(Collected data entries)
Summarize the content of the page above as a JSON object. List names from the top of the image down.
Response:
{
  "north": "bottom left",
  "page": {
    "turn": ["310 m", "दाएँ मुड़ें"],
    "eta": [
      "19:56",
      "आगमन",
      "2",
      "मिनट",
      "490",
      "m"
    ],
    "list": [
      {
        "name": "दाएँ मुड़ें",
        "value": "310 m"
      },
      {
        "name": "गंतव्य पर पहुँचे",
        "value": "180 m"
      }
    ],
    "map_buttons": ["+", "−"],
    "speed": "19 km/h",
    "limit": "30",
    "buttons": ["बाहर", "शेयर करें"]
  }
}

---

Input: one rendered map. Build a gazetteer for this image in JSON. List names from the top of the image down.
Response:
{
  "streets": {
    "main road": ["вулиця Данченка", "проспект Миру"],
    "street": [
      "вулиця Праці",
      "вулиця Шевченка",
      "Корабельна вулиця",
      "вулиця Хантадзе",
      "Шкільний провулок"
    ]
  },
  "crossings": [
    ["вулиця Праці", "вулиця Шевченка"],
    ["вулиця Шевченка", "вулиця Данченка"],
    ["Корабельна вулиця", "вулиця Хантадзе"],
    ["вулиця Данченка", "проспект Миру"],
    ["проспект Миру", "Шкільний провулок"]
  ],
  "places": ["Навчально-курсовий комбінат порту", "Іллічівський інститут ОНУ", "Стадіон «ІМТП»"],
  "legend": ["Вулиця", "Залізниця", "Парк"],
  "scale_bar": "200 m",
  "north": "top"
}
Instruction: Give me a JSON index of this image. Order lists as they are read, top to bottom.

* * *

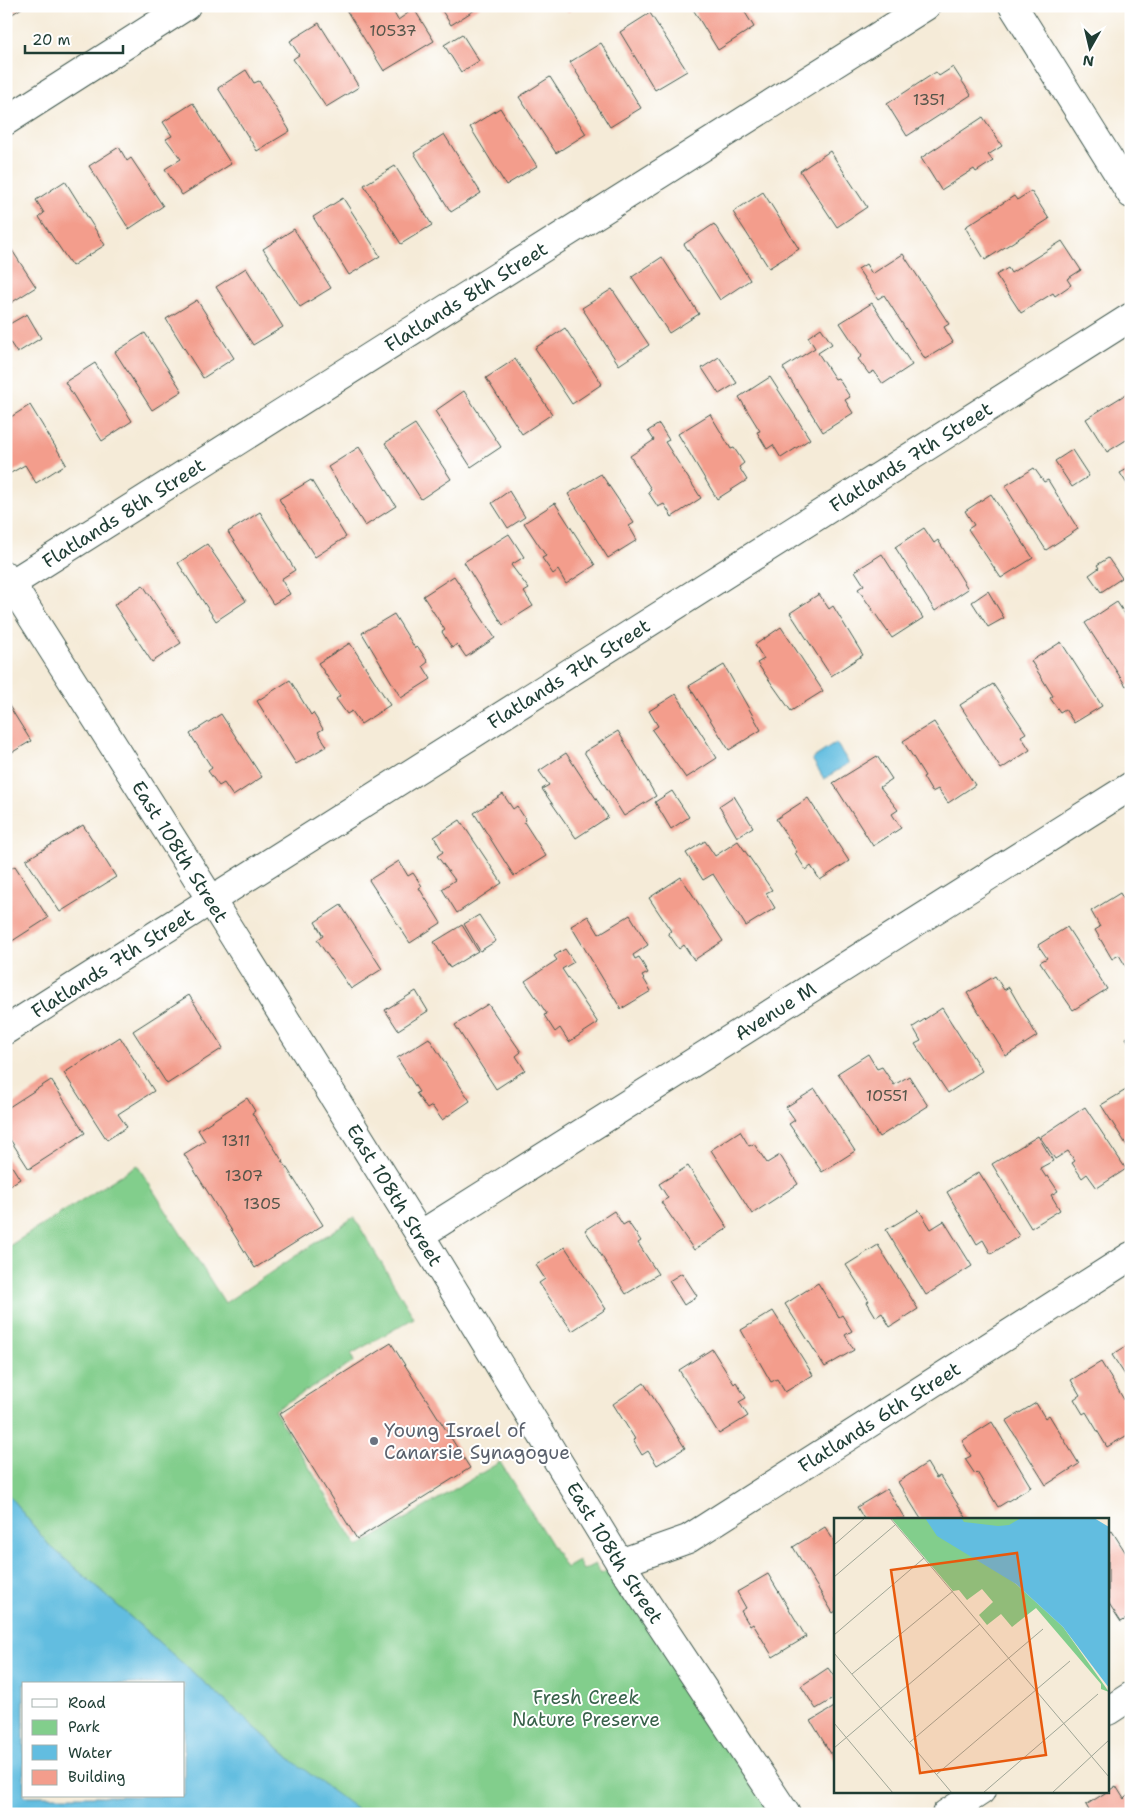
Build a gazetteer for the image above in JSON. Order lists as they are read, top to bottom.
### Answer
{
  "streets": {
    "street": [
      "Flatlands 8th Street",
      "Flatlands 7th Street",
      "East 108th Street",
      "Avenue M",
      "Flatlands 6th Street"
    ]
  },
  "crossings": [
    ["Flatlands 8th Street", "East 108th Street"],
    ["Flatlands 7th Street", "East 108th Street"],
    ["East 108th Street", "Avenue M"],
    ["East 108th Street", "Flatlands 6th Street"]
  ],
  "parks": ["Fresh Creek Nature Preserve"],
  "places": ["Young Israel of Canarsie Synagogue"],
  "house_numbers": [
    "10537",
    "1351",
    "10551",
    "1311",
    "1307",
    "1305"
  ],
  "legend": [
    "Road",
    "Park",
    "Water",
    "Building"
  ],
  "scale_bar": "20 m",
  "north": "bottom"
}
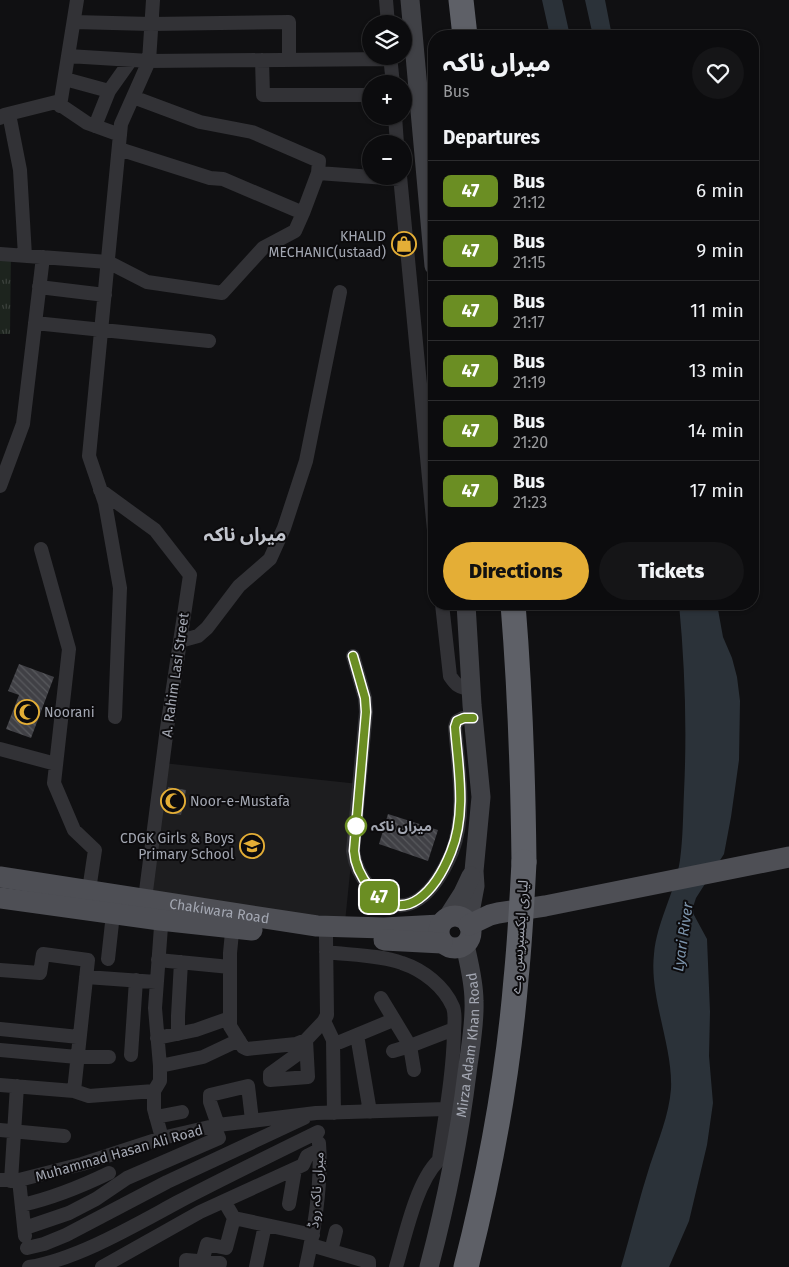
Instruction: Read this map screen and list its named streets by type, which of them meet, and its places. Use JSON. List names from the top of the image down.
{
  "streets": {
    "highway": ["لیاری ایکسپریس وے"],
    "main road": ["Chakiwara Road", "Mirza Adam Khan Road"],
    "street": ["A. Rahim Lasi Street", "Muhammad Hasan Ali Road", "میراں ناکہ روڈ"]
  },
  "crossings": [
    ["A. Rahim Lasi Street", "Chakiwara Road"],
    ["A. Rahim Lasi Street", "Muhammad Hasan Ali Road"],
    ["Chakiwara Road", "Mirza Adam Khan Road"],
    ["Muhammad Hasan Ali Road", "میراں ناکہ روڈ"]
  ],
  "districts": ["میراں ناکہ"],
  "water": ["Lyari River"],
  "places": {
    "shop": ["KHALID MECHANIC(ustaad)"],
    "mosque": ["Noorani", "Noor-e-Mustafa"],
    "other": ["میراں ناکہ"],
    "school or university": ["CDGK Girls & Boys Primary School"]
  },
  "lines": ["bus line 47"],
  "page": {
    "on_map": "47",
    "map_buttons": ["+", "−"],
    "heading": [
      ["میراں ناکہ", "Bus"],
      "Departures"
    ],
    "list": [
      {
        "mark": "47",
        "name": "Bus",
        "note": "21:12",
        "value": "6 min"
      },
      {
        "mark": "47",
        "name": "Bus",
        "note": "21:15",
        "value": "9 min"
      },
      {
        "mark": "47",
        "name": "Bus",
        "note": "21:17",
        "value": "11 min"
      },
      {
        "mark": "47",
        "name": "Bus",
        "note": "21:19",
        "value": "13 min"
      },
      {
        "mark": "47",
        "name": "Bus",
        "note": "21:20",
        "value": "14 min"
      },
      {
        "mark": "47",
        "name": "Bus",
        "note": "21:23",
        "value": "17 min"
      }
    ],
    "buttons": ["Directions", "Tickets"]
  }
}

-- What to do --
In the lines above, find the word "lists" and copy each line that contains it.

-- Reply to the task --
Instruction: Give me a JSON index of this image. Order lists as they are read, top to bottom.
Build a gazetteer for the image above in JSON. Order lists as they are read, top to bottom.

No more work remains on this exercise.